#### Excerpted data

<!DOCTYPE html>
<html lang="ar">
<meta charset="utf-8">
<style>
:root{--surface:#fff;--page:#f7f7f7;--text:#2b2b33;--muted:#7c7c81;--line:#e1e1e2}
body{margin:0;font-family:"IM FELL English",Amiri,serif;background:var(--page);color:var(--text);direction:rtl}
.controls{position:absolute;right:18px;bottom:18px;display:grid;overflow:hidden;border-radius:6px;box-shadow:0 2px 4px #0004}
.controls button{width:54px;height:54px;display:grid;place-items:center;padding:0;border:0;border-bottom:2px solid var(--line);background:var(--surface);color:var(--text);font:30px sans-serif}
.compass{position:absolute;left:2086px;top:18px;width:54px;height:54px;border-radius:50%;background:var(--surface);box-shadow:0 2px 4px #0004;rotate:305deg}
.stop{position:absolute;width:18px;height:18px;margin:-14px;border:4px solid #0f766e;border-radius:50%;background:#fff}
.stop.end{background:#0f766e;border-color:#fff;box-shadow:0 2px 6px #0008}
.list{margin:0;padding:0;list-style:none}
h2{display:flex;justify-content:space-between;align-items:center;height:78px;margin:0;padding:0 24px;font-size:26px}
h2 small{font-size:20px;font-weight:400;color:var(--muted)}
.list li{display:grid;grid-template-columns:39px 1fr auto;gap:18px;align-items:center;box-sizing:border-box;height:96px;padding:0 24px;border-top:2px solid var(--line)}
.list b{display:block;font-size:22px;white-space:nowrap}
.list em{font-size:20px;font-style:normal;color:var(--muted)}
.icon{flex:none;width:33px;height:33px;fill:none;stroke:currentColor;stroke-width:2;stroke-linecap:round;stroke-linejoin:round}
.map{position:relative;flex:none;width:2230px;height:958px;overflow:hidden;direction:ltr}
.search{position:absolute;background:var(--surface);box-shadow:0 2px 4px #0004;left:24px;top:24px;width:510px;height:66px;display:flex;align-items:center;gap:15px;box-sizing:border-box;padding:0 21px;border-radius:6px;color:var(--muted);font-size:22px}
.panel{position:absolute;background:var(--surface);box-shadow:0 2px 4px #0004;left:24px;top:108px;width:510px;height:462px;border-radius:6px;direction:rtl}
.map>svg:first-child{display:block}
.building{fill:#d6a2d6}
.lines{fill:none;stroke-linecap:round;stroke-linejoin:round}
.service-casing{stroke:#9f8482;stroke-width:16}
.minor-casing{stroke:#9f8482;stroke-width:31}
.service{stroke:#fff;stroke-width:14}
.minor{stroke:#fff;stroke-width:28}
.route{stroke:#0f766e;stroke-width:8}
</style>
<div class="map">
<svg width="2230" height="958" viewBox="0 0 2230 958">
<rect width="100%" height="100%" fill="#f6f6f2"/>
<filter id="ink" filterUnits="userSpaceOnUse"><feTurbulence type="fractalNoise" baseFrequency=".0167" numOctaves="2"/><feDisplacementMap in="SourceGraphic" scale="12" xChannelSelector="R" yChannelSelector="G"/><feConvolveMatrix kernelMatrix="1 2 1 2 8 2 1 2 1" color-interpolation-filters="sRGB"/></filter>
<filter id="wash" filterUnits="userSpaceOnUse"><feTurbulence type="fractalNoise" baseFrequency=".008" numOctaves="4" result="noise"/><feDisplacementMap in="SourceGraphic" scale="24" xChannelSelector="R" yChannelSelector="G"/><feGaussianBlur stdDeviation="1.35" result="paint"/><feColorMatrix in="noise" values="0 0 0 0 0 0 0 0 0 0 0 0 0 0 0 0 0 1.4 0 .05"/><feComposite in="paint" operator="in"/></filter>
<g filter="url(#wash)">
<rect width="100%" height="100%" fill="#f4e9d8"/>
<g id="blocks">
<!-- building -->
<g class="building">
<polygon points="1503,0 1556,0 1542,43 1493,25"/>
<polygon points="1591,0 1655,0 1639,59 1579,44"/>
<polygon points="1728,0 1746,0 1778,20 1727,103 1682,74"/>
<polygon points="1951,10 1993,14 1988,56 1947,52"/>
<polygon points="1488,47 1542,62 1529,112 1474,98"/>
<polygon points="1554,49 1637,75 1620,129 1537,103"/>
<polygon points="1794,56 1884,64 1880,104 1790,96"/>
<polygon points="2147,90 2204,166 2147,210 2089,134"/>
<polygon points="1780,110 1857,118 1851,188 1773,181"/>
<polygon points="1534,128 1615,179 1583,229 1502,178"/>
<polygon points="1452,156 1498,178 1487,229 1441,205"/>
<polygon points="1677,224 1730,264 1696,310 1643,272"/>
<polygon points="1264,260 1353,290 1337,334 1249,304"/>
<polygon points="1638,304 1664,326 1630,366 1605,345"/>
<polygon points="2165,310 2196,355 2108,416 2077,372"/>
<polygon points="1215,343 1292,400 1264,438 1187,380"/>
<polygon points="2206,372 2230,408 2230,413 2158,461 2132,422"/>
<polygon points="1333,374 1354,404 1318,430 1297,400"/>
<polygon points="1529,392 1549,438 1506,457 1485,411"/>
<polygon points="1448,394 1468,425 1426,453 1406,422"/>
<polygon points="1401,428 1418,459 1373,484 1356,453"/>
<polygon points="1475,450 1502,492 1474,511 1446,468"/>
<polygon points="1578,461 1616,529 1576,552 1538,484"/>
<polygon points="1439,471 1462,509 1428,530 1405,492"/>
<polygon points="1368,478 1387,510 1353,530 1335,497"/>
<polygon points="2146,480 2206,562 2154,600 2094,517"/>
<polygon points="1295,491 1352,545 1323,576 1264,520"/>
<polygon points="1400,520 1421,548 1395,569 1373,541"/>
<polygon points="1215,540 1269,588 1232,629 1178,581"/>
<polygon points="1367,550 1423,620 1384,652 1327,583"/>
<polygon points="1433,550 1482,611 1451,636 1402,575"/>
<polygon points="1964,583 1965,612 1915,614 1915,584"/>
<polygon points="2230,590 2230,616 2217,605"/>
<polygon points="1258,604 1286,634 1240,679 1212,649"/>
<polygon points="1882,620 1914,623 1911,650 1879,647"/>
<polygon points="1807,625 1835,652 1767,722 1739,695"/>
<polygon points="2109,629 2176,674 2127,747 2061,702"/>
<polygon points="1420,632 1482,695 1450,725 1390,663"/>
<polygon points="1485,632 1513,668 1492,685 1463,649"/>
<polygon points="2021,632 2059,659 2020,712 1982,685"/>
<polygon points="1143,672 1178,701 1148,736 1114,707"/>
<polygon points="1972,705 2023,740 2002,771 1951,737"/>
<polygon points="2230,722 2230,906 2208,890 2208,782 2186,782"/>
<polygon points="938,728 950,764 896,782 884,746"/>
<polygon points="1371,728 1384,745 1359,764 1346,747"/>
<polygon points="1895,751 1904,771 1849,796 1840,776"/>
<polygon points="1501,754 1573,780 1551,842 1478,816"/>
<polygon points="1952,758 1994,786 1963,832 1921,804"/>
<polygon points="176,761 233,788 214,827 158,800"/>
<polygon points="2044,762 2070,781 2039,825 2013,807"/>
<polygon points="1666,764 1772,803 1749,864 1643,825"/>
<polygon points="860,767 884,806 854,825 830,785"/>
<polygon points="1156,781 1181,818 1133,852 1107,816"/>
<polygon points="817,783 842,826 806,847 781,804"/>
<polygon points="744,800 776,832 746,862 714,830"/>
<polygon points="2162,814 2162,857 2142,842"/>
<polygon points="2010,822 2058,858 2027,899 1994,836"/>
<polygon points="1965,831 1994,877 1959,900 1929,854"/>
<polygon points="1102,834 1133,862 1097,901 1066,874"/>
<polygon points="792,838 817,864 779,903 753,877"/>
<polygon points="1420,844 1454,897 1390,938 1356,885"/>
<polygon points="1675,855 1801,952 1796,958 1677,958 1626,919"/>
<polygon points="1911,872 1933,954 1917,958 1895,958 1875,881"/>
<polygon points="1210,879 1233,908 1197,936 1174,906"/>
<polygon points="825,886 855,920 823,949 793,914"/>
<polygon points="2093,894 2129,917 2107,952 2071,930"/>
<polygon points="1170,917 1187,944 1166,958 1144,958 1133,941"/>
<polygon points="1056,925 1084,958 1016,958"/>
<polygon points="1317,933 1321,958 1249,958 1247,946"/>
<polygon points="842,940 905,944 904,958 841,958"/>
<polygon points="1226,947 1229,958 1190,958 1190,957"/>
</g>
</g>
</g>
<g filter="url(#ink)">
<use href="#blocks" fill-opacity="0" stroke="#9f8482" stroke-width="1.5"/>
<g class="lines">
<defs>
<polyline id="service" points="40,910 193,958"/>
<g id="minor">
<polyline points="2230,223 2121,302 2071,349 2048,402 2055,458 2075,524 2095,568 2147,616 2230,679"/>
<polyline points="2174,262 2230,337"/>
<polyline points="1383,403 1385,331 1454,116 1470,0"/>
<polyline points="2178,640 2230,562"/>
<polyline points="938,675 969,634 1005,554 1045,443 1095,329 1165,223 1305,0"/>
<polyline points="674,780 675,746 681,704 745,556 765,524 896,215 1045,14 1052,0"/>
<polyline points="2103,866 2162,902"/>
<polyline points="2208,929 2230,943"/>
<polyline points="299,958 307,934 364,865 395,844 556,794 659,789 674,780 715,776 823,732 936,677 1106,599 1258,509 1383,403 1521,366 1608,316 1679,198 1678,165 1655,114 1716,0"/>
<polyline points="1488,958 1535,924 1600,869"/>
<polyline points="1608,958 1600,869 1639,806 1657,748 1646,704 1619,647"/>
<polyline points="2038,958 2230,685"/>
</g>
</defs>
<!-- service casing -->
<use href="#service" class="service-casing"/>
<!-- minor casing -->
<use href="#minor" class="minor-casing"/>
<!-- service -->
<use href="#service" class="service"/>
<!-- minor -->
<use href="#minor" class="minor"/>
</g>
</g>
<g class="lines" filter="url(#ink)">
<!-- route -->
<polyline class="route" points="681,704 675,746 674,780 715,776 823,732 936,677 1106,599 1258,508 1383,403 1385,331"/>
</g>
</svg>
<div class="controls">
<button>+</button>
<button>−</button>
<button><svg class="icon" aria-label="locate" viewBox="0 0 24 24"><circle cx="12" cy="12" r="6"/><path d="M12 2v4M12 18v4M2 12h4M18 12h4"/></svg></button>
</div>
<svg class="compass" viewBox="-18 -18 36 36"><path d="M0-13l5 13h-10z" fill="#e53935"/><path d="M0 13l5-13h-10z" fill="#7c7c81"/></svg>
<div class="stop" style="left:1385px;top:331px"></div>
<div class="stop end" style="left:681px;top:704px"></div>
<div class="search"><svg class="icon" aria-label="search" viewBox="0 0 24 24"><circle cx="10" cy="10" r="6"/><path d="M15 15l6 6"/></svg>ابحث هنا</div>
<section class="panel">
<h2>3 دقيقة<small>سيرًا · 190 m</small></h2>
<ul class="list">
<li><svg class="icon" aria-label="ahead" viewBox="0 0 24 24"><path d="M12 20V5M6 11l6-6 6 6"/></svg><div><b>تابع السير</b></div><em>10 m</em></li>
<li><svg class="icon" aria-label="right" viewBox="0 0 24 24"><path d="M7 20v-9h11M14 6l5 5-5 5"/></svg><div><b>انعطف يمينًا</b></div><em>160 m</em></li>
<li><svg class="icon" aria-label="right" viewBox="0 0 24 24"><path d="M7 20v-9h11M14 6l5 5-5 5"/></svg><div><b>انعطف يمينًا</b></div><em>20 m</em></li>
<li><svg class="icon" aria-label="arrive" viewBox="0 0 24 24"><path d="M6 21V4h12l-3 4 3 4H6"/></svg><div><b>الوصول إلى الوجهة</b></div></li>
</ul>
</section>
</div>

########

Problem details »
Check each line of the records for "feDisplacementMap" and copy the ones that contain it.

Solution »
<filter id="ink" filterUnits="userSpaceOnUse"><feTurbulence type="fractalNoise" baseFrequency=".0167" numOctaves="2"/><feDisplacementMap in="SourceGraphic" scale="12" xChannelSelector="R" yChannelSelector="G"/><feConvolveMatrix kernelMatrix="1 2 1 2 8 2 1 2 1" color-interpolation-filters="sRGB"/></filter>
<filter id="wash" filterUnits="userSpaceOnUse"><feTurbulence type="fractalNoise" baseFrequency=".008" numOctaves="4" result="noise"/><feDisplacementMap in="SourceGraphic" scale="24" xChannelSelector="R" yChannelSelector="G"/><feGaussianBlur stdDeviation="1.35" result="paint"/><feColorMatrix in="noise" values="0 0 0 0 0 0 0 0 0 0 0 0 0 0 0 0 0 1.4 0 .05"/><feComposite in="paint" operator="in"/></filter>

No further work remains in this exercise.